La mer Égée a toujours été une région d'importance majeure pour comprendre les transformations des sociétés entre l'Europe et le Proche-Orient. Dès le septième millénaire av. JC le Néolithique émerge dans la région Égéenne, notamment en Crète. Ensuite au début de l'Âge du Bronze une transformation majeure intervient dans cette région. Des sociétés complexes émergent, caractérisées par des architectures sophistiquées, la métallurgie, la technologie maritime et l'intégration de cette région dans un réseau d'échange à l'échelle de la Méditerranée. A la fin du troisième millénaire av. JC. la Grèce continentale subit une rupture sociétale sévère. Cet événement a été attribué à divers facteurs comme la détérioration du climat ou l'arrivée d'une nouvelle population. Par comparaison la Crète n'a pas subi de dommages aussi importants à la même époque. Quelques siècles plus tard, les premières riches tombes en puits apparaissent dans le sud de la Grèce continentale montrant des influences Minoennes. La compétition entre ces nouvelles élites a conduit à des conflits régionaux, à la disparitions de nombreuses chefferies locales et aux premières expéditions vers la Crète dès le quinzième siècle av. JC. A la fin de cette période de troubles, la période palatiale débute avec quelques centres politiques à Mycènes, Tirynthe, Pylos, Athènes, Hagios Vasileios en Laconie, Thèbes, Orchomène en Béotie et Dimini. A cette époque, l'influence continentale sur la Crète s'intensifie et les ressources Crétoises sont largement exploitées par des comptoirs situés à Knossos, Hagia Triada ou Chania.

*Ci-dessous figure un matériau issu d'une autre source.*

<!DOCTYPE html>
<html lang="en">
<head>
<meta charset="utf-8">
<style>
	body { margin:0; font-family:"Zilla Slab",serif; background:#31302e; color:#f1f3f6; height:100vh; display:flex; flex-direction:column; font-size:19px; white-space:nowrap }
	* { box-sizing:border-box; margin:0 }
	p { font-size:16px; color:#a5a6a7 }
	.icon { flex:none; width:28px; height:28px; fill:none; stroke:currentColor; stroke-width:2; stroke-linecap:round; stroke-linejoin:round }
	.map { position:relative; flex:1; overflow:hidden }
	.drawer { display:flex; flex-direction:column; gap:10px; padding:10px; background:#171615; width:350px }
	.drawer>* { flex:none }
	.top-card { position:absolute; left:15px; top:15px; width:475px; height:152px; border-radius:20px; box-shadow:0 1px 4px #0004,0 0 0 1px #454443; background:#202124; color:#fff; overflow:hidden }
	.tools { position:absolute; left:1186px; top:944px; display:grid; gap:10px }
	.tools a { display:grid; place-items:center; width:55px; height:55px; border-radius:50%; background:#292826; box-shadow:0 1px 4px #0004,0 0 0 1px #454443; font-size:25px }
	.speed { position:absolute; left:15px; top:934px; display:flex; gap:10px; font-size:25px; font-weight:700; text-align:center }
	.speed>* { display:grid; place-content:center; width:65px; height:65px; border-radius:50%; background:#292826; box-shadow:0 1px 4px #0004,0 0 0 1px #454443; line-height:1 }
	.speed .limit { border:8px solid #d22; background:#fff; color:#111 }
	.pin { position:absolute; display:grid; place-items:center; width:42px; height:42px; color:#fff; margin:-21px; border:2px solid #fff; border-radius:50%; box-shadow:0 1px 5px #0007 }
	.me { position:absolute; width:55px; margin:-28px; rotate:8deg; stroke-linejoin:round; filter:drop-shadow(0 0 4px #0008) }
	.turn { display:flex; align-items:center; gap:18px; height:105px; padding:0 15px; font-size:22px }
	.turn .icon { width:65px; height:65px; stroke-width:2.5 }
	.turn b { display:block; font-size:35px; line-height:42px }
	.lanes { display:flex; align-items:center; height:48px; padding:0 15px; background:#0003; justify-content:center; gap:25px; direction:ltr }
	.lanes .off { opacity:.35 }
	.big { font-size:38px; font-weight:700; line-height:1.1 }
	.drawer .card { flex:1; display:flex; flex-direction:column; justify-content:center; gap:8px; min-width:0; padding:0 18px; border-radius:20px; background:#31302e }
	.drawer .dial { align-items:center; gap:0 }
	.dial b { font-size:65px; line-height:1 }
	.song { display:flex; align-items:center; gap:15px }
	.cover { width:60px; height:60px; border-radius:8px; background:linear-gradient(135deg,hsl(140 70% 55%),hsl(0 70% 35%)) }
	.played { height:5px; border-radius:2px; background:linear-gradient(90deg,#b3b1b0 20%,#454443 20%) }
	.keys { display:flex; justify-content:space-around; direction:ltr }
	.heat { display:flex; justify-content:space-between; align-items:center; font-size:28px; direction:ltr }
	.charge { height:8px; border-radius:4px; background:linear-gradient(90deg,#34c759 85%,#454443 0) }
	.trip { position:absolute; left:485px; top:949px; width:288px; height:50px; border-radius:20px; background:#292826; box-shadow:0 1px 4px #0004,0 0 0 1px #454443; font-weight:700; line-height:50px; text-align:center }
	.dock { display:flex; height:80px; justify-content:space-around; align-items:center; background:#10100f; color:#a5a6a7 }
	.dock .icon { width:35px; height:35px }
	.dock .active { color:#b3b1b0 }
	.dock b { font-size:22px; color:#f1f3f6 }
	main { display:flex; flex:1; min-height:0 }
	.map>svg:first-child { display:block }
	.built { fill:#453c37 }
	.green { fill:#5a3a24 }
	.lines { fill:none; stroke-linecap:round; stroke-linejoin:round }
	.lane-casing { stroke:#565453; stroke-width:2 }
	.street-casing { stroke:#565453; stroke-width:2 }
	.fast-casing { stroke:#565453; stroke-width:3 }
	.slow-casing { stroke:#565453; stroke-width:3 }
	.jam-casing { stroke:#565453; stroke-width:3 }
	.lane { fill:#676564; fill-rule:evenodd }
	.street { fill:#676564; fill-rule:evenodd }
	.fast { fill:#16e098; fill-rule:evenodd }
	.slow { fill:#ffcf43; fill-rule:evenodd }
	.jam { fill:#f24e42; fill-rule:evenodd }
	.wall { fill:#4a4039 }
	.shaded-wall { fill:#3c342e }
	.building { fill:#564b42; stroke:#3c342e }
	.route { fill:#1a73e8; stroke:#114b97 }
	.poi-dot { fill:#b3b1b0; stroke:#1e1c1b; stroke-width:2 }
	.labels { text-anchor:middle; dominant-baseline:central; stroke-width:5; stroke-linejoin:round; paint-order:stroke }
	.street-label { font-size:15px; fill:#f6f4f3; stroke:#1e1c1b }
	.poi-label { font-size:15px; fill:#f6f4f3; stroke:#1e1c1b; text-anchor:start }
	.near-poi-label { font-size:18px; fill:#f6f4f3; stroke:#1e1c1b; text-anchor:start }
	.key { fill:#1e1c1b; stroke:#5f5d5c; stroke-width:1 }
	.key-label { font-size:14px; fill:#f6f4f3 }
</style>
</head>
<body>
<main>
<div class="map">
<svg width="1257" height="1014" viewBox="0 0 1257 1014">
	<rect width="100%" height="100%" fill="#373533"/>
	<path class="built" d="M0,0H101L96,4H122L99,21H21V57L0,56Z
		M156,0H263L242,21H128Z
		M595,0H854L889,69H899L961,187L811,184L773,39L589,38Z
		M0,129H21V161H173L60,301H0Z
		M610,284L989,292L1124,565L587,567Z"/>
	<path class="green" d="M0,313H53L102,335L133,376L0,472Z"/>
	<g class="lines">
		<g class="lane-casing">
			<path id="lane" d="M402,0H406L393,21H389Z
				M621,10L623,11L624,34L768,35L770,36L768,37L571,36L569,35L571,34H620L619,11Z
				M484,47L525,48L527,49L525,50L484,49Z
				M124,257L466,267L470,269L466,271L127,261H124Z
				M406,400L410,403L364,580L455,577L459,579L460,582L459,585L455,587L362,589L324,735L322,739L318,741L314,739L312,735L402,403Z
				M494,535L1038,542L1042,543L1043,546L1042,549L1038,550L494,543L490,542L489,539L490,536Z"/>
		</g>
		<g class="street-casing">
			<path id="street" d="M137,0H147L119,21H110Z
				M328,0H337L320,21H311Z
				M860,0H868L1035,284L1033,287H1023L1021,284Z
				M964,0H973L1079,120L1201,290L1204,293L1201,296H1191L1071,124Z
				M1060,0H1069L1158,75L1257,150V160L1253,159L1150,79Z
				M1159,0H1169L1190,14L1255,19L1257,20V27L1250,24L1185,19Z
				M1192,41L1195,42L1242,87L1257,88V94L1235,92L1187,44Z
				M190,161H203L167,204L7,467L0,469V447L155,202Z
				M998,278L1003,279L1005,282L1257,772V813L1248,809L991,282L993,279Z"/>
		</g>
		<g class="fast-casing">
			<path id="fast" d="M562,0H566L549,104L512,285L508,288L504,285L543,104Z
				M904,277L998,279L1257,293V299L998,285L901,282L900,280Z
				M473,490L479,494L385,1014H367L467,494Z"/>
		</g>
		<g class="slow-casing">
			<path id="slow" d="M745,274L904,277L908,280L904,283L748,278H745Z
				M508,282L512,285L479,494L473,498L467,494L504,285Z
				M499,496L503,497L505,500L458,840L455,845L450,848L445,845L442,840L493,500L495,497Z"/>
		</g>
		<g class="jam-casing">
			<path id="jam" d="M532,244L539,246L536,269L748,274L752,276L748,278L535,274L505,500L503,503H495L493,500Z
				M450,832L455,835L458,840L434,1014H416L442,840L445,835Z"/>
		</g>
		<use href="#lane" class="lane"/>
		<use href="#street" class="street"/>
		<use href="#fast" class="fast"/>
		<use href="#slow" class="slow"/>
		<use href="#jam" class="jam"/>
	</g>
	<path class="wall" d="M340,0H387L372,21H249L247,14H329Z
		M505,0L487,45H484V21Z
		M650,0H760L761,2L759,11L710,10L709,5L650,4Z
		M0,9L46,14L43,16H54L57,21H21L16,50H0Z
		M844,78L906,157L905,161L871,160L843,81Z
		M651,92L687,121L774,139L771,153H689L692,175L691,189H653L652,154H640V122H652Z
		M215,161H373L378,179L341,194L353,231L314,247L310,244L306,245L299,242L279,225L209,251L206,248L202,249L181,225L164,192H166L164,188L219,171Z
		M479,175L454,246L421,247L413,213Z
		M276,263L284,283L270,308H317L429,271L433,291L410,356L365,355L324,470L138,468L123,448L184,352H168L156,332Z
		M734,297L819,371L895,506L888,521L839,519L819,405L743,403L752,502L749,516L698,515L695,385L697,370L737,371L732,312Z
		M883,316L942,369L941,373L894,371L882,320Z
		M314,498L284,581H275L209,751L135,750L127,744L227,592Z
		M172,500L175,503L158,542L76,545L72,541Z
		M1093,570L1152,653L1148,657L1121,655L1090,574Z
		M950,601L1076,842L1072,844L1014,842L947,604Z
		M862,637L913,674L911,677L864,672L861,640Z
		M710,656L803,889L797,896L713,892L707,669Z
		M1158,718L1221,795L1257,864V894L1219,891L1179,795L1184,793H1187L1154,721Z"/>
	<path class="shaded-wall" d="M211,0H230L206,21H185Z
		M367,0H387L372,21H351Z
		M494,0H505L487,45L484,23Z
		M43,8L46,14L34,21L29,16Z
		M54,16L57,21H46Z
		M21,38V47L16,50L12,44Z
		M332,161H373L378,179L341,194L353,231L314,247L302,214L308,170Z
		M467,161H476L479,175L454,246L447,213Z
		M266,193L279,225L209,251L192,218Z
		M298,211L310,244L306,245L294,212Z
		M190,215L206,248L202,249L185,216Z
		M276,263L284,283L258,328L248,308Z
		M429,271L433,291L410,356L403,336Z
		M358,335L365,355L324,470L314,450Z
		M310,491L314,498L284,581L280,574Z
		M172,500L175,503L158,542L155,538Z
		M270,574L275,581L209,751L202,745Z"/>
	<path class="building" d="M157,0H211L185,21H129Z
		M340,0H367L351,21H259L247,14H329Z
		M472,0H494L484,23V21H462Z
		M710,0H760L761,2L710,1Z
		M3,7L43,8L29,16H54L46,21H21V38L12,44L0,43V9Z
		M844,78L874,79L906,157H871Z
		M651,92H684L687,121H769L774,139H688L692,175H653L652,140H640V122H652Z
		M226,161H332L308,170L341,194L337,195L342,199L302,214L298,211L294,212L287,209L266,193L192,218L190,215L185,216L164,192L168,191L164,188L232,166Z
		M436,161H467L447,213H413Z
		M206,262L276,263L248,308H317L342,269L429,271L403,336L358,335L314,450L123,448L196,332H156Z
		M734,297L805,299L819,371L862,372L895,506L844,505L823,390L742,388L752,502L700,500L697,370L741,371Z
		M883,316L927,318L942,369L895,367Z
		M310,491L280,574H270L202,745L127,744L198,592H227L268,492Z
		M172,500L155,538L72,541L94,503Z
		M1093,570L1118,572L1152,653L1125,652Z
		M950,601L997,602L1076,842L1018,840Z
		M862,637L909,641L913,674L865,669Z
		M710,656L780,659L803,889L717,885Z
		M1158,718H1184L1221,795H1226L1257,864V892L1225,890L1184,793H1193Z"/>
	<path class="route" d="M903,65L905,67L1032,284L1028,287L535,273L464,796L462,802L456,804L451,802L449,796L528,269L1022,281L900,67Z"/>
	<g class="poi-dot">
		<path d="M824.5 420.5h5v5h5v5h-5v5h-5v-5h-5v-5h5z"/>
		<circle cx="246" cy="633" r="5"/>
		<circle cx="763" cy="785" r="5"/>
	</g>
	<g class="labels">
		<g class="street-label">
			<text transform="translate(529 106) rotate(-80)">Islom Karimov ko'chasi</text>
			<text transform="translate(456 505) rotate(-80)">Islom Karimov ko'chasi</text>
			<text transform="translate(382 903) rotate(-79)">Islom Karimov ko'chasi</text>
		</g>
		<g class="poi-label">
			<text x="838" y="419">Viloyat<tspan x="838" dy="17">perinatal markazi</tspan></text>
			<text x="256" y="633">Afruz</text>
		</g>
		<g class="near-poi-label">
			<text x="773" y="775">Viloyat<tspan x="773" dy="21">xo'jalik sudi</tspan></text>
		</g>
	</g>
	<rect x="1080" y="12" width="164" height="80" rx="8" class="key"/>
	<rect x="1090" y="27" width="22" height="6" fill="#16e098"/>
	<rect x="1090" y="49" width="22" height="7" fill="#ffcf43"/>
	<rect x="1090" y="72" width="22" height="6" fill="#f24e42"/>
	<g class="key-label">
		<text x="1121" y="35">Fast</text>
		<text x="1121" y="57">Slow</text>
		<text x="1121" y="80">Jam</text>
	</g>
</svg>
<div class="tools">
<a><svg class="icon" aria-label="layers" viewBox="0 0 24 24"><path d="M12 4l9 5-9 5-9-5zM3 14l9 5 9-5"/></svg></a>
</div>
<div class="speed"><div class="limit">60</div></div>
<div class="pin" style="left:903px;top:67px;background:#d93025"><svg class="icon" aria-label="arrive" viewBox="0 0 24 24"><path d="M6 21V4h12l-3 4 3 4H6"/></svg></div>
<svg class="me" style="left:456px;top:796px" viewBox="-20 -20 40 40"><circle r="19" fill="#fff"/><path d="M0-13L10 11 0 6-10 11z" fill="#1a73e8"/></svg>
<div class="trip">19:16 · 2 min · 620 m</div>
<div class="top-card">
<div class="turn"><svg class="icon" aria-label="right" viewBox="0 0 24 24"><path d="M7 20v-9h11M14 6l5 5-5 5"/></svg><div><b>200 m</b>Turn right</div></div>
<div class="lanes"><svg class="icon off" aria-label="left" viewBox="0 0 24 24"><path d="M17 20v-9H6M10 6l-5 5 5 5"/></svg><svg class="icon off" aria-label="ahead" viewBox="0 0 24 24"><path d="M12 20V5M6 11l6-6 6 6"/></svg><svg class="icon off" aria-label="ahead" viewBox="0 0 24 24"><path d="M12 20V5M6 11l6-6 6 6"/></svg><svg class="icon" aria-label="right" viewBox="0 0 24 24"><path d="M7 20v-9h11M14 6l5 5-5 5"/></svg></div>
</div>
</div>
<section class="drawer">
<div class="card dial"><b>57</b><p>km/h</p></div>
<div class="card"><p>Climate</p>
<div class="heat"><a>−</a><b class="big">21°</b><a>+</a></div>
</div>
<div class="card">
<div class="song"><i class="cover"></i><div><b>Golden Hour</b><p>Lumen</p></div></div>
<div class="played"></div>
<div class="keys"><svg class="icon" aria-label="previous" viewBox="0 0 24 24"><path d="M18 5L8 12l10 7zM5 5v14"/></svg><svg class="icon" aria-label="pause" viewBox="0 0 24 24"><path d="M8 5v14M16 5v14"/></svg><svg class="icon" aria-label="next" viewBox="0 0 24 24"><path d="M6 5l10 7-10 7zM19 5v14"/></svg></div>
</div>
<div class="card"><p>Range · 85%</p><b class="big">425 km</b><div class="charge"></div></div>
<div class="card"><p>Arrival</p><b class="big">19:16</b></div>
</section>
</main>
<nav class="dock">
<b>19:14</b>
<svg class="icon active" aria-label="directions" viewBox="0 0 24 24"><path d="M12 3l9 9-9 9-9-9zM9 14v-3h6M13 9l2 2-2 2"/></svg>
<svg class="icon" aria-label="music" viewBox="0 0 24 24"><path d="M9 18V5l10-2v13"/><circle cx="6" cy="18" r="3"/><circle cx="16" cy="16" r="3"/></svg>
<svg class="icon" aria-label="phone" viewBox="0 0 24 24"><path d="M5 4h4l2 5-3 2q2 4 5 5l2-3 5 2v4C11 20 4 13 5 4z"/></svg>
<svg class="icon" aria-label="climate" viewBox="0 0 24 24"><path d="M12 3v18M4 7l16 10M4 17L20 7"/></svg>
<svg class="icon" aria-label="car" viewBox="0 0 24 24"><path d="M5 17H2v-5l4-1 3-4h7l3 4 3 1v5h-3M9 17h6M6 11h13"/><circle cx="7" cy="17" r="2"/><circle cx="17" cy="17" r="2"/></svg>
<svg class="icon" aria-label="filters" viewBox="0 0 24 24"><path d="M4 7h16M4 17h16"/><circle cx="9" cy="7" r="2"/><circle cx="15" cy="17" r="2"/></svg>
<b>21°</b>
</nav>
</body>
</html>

Les premières études de paléo-génétique dans cette région ont montré un profil génétique commun dans toute la région Égéenne au Néolithique et aussi une différence entre les population du sud et du nord de la Grèce dans leur affinité avec les anciennes populations du Caucase et d'Iran, notamment à l'Âge du Bronze. Elles ont montré également que les populations Mycéniennes de Grèce continentale avaient reçu un flux de gènes venu des steppes Eurasiennes occidentales. Les populations du nord de la Grèce de cette époque ont de plus davantage d'ascendance steppique que celles du sud.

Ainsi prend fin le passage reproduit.